### Problem description:
Search the material for the string "serif" and reply with how many lines contain it, nothing else.

### Data records:

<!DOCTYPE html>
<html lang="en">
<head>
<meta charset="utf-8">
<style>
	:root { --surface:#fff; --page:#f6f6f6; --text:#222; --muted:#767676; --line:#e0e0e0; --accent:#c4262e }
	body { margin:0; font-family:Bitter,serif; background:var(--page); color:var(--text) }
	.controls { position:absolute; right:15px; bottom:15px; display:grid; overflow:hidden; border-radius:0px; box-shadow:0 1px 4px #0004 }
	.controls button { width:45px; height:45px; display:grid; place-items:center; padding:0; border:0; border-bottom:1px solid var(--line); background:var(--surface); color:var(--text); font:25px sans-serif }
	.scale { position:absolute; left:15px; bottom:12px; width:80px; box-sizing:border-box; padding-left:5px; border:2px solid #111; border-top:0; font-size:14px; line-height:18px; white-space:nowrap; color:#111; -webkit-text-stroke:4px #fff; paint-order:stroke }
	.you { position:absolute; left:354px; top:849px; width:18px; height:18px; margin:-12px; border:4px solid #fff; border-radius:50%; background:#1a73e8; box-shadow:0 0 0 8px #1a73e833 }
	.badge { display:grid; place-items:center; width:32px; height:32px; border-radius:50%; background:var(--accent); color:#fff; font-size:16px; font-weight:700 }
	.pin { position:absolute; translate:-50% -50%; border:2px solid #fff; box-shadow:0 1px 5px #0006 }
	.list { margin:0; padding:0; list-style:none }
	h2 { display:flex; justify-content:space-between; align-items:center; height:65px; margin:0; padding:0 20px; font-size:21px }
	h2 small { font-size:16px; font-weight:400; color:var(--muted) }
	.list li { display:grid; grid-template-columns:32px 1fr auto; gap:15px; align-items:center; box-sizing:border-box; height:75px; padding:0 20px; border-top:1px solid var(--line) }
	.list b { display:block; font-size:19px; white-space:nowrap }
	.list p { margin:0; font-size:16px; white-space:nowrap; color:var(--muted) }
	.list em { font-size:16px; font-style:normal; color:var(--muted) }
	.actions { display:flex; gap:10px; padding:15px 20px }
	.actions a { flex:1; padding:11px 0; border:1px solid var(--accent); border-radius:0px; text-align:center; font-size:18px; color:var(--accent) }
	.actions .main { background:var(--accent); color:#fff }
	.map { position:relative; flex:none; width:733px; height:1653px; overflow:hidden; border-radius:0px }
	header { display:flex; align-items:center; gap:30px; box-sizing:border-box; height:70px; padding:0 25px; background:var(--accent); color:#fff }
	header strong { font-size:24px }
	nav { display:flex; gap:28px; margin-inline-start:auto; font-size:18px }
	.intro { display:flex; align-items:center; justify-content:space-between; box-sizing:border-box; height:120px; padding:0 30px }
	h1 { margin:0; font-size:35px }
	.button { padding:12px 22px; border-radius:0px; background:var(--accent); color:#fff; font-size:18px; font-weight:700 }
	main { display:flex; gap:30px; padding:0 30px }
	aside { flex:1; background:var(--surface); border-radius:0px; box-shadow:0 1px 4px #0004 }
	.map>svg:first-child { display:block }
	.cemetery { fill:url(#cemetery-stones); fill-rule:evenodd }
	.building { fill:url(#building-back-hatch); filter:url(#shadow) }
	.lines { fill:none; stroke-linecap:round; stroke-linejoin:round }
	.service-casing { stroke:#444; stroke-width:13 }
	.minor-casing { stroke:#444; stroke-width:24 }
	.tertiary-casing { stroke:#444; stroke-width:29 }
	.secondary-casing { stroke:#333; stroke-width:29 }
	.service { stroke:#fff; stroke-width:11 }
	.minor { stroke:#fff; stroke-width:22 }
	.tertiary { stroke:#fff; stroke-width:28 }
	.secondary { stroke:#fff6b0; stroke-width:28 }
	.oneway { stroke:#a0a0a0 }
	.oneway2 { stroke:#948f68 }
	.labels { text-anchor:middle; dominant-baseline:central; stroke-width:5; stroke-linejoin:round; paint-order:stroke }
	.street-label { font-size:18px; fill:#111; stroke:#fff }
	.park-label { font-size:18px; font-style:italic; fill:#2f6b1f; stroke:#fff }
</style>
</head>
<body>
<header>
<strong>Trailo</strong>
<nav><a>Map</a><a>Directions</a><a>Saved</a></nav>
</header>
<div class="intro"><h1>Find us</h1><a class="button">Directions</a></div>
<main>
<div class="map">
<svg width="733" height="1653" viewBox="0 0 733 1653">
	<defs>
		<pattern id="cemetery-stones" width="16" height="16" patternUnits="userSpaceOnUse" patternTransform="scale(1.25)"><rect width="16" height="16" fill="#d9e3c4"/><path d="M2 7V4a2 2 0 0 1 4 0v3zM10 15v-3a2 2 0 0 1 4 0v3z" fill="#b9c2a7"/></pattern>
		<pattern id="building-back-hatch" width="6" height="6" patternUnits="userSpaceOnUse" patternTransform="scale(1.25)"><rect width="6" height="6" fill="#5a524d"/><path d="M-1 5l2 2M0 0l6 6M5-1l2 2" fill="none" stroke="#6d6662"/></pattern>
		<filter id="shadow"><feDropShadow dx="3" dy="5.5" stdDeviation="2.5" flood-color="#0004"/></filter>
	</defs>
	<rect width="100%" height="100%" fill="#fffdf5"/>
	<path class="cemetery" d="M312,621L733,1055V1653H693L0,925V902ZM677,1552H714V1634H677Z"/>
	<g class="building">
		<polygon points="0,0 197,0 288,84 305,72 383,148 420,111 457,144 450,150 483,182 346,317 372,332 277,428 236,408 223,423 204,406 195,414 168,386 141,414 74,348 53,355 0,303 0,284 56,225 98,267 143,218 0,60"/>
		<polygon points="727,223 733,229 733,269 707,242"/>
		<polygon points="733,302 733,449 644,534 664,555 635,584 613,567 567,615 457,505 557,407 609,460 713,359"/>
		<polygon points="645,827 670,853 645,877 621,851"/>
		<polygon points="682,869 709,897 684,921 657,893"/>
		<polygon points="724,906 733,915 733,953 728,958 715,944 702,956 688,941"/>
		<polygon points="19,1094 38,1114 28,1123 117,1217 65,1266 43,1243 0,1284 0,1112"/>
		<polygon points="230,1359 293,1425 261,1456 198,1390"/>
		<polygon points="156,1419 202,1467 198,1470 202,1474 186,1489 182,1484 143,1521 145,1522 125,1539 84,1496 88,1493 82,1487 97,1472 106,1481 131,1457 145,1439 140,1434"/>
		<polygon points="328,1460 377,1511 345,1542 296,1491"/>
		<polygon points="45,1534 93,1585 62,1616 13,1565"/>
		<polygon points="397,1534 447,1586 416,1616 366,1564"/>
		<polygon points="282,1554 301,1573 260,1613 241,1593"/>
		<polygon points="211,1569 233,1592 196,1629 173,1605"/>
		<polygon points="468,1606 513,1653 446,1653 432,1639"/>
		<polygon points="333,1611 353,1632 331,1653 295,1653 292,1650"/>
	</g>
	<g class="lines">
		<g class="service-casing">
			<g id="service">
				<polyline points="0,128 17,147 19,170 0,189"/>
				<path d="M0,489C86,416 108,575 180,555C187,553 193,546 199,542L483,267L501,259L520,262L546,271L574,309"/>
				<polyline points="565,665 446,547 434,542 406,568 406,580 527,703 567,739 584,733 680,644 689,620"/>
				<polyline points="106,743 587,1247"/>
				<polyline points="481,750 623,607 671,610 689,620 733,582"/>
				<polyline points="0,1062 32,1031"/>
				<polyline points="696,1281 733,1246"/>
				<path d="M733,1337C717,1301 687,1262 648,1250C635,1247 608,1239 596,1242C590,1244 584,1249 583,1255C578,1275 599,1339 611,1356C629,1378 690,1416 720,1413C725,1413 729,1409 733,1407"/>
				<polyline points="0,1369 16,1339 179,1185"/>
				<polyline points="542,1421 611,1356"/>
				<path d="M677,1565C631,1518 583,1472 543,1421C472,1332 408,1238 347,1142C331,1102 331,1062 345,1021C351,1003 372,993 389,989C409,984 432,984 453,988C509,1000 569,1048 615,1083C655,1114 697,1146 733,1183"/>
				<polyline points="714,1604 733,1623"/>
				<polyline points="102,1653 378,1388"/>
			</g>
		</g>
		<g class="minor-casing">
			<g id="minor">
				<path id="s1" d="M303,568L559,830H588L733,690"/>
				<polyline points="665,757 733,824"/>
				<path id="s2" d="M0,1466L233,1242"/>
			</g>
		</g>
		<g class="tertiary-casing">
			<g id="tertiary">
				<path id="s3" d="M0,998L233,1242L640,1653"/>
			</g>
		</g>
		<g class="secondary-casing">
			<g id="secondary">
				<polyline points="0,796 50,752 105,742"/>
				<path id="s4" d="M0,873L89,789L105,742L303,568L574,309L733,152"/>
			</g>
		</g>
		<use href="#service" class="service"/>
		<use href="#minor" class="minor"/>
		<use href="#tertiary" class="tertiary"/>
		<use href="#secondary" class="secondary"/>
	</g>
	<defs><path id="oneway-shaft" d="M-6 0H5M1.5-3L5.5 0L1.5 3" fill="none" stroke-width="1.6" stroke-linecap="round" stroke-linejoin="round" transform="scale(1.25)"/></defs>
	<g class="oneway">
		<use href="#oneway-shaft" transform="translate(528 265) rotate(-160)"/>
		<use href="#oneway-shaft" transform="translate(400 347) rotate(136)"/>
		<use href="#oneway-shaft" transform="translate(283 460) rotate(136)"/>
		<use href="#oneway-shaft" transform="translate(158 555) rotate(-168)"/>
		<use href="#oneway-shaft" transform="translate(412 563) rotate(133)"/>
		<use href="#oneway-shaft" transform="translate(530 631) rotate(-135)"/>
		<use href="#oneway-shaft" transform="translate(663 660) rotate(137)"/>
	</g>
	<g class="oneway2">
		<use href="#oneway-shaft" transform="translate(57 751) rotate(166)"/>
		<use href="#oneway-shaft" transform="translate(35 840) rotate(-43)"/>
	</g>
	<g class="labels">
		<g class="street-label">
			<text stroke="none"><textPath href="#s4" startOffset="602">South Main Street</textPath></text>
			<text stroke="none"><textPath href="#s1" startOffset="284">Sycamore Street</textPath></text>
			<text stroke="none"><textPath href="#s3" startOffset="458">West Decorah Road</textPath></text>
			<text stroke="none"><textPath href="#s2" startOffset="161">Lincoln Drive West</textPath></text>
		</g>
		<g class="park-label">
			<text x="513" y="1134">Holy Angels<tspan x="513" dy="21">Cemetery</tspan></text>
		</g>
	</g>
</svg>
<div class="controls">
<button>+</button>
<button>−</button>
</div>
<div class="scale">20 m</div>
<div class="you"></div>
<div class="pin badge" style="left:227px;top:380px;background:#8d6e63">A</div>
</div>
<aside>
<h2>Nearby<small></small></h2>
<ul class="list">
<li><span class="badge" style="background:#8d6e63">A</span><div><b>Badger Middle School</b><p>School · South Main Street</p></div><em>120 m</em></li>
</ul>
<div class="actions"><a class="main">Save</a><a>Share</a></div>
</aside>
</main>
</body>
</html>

### Answer to the exercise:
2